I am avoiding exercises that strenghten what fitness dorks call the "core."

I can't explain it well, except that I really don't enjoy the way sit-ups feel. Like going to the dentist or picking up my dog's poop.

Consequently, there's this odd wave thing happening on my upper body. The fatty evidence of my poor diet is sloughing south, slowly but surely rolling toward my waist.

And there it sits, impervious to my workouts.

As I continue to go to the gym fairly regularly, doing chest and arm execises on the resistance machines, my muscles in these areas are becoming a little more defined. And as I continue to run on the treadmill for 30 minutes every other day, a couple upper ribs are even starting to show.

Which makes for an almost comical contrast to the gelatinous gut hanging out right below.

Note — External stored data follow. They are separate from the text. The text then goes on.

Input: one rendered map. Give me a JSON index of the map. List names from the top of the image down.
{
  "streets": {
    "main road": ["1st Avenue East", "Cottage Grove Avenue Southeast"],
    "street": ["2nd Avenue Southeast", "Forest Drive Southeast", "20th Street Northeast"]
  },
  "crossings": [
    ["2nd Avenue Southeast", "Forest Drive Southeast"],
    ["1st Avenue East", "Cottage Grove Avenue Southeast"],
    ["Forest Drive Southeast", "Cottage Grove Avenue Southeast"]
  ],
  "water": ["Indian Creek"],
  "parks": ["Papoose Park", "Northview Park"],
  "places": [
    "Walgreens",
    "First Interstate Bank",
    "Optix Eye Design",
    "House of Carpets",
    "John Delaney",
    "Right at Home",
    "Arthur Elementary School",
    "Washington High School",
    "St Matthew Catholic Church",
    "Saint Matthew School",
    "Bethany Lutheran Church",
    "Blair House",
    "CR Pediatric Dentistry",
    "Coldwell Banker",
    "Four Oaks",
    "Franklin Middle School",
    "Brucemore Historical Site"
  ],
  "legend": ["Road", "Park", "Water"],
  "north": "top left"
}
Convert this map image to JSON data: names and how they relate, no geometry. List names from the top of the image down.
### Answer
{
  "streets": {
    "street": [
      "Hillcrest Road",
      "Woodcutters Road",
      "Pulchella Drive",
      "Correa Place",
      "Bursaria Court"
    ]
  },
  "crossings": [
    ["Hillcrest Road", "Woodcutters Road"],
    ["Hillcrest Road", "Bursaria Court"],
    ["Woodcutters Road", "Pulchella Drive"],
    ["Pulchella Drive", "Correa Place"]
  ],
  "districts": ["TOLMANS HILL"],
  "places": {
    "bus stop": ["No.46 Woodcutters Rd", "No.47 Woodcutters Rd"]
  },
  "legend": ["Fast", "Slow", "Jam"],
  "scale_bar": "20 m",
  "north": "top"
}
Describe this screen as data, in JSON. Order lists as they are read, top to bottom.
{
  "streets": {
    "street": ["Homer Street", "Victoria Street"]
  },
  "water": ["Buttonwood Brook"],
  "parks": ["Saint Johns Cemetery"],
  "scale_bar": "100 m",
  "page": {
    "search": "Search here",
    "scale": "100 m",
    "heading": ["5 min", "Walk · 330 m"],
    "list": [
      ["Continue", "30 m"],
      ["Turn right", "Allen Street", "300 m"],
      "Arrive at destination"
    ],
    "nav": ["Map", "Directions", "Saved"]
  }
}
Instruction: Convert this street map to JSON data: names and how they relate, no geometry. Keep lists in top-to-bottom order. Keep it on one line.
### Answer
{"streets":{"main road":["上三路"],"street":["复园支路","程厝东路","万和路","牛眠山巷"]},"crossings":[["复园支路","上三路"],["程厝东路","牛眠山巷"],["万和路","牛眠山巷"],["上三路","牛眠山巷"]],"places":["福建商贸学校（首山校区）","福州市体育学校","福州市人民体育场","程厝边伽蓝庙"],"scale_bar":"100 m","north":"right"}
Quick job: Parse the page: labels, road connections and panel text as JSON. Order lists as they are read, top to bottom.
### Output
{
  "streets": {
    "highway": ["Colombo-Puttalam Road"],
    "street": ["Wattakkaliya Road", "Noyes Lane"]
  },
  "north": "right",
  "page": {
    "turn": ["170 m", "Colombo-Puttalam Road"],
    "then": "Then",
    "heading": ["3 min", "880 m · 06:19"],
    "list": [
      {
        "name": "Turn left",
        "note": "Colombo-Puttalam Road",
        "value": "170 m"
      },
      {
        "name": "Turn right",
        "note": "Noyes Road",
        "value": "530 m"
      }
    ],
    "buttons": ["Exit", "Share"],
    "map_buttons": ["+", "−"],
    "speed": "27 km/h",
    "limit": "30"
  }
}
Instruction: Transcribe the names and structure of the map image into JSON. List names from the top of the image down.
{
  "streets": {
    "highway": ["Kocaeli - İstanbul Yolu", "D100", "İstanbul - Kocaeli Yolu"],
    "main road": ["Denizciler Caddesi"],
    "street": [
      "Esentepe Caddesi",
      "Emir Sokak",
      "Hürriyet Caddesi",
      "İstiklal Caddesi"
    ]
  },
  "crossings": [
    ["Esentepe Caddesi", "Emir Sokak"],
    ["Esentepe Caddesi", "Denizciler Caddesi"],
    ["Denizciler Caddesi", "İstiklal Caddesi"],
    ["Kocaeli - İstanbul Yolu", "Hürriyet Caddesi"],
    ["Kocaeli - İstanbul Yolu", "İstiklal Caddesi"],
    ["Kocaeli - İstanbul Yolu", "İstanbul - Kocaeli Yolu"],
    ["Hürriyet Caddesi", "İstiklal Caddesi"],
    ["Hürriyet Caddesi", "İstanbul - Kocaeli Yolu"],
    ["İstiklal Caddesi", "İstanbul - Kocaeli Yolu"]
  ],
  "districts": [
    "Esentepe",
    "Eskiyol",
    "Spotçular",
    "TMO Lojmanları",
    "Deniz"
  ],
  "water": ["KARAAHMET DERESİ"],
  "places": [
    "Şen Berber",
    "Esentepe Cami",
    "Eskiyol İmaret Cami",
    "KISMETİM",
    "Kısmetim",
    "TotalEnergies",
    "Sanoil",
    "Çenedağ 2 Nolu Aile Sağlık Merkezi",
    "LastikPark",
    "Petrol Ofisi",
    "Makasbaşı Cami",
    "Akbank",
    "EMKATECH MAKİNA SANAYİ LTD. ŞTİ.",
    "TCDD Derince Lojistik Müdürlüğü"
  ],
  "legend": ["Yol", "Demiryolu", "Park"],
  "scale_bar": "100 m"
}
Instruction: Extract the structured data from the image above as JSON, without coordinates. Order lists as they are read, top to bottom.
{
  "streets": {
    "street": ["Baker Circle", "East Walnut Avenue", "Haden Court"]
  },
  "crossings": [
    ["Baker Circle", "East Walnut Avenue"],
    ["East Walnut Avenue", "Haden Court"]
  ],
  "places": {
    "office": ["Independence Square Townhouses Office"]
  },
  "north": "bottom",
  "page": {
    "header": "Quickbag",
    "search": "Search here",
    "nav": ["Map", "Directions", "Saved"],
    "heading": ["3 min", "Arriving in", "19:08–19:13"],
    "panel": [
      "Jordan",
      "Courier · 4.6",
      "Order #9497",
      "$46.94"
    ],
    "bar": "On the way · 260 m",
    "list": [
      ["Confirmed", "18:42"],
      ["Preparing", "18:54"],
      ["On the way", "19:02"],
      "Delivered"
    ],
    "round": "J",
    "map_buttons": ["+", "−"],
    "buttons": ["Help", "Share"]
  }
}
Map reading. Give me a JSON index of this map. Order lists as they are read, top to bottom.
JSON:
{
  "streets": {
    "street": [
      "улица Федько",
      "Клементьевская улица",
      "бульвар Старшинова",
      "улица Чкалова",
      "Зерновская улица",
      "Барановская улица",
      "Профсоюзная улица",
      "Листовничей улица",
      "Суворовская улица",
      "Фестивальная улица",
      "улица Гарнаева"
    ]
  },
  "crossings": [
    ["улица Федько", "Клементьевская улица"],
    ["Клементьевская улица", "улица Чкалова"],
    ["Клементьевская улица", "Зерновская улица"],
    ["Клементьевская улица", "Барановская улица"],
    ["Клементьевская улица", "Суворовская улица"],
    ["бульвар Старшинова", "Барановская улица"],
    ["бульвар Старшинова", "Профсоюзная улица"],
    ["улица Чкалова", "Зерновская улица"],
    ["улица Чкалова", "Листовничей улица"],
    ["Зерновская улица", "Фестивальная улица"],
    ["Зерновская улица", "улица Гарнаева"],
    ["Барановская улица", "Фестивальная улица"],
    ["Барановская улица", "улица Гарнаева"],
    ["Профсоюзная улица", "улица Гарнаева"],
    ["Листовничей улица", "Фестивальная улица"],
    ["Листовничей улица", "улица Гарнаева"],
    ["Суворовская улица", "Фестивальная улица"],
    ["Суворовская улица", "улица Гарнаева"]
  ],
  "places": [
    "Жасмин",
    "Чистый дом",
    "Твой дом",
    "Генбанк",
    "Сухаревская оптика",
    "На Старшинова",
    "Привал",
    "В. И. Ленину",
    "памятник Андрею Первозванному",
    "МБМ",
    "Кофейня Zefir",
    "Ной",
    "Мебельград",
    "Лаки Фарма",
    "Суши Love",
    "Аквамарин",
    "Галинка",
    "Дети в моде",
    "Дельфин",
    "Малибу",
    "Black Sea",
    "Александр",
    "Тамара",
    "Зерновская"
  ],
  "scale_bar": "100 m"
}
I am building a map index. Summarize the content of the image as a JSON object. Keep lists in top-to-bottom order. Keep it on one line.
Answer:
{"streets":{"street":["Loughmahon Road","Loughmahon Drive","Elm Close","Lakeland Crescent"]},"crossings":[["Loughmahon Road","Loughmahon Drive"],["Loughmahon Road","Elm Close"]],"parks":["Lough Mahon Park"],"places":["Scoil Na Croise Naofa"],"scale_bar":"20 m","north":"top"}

Since the gym isn't working fast enough to get me comfortably within two waist sizes of the 32 I wore before quitting smoking, I recently decided it was time to try a few other things.

I have moved from my usual assortment of fine Czech and other European beers to Coors Light - hoping that light beer will be, as the commercials say, less filling. (My fridge must be malfunctioning because the mountains on the Coors can never seem to get that "Cold Certified" blue.)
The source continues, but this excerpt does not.